▶ _WHAT THIS TASK INVOLVES_:
Only the lines from the beginning of the data below through the line containing "I am building a map index. Summarize" belong in the response, each copied exactly.

▶ _EXTRACTED INFORMATION_:
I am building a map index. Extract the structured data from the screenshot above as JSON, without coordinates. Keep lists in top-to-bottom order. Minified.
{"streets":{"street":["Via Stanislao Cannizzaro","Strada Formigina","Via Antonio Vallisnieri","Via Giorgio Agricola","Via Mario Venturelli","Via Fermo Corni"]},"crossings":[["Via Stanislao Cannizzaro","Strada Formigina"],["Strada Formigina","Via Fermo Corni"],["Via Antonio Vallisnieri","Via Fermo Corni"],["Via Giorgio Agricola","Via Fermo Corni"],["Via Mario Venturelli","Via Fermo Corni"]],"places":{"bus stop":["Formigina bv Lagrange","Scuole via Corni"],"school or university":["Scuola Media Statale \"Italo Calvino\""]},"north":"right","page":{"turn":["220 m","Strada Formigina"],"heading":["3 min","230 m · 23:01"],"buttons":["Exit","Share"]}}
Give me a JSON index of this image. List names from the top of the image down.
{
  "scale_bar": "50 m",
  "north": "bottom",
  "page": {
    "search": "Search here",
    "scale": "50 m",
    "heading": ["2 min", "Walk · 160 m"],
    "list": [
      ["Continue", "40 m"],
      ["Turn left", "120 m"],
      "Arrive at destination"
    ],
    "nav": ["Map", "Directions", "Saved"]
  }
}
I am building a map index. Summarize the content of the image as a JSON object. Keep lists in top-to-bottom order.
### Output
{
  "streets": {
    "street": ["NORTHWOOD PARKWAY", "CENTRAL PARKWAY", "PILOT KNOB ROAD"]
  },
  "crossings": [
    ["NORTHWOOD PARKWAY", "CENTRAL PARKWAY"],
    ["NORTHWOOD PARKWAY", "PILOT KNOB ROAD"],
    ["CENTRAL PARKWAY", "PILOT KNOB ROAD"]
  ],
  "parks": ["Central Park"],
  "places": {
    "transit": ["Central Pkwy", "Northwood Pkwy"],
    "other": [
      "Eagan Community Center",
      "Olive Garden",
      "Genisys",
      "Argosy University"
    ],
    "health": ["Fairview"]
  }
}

▶ _SOLUTION BELOW_:
I am building a map index. Extract the structured data from the screenshot above as JSON, without coordinates. Keep lists in top-to-bottom order. Minified.
{"streets":{"street":["Via Stanislao Cannizzaro","Strada Formigina","Via Antonio Vallisnieri","Via Giorgio Agricola","Via Mario Venturelli","Via Fermo Corni"]},"crossings":[["Via Stanislao Cannizzaro","Strada Formigina"],["Strada Formigina","Via Fermo Corni"],["Via Antonio Vallisnieri","Via Fermo Corni"],["Via Giorgio Agricola","Via Fermo Corni"],["Via Mario Venturelli","Via Fermo Corni"]],"places":{"bus stop":["Formigina bv Lagrange","Scuole via Corni"],"school or university":["Scuola Media Statale \"Italo Calvino\""]},"north":"right","page":{"turn":["220 m","Strada Formigina"],"heading":["3 min","230 m · 23:01"],"buttons":["Exit","Share"]}}
Give me a JSON index of this image. List names from the top of the image down.
{
  "scale_bar": "50 m",
  "north": "bottom",
  "page": {
    "search": "Search here",
    "scale": "50 m",
    "heading": ["2 min", "Walk · 160 m"],
    "list": [
      ["Continue", "40 m"],
      ["Turn left", "120 m"],
      "Arrive at destination"
    ],
    "nav": ["Map", "Directions", "Saved"]
  }
}
I am building a map index. Summarize the content of the image as a JSON object. Keep lists in top-to-bottom order.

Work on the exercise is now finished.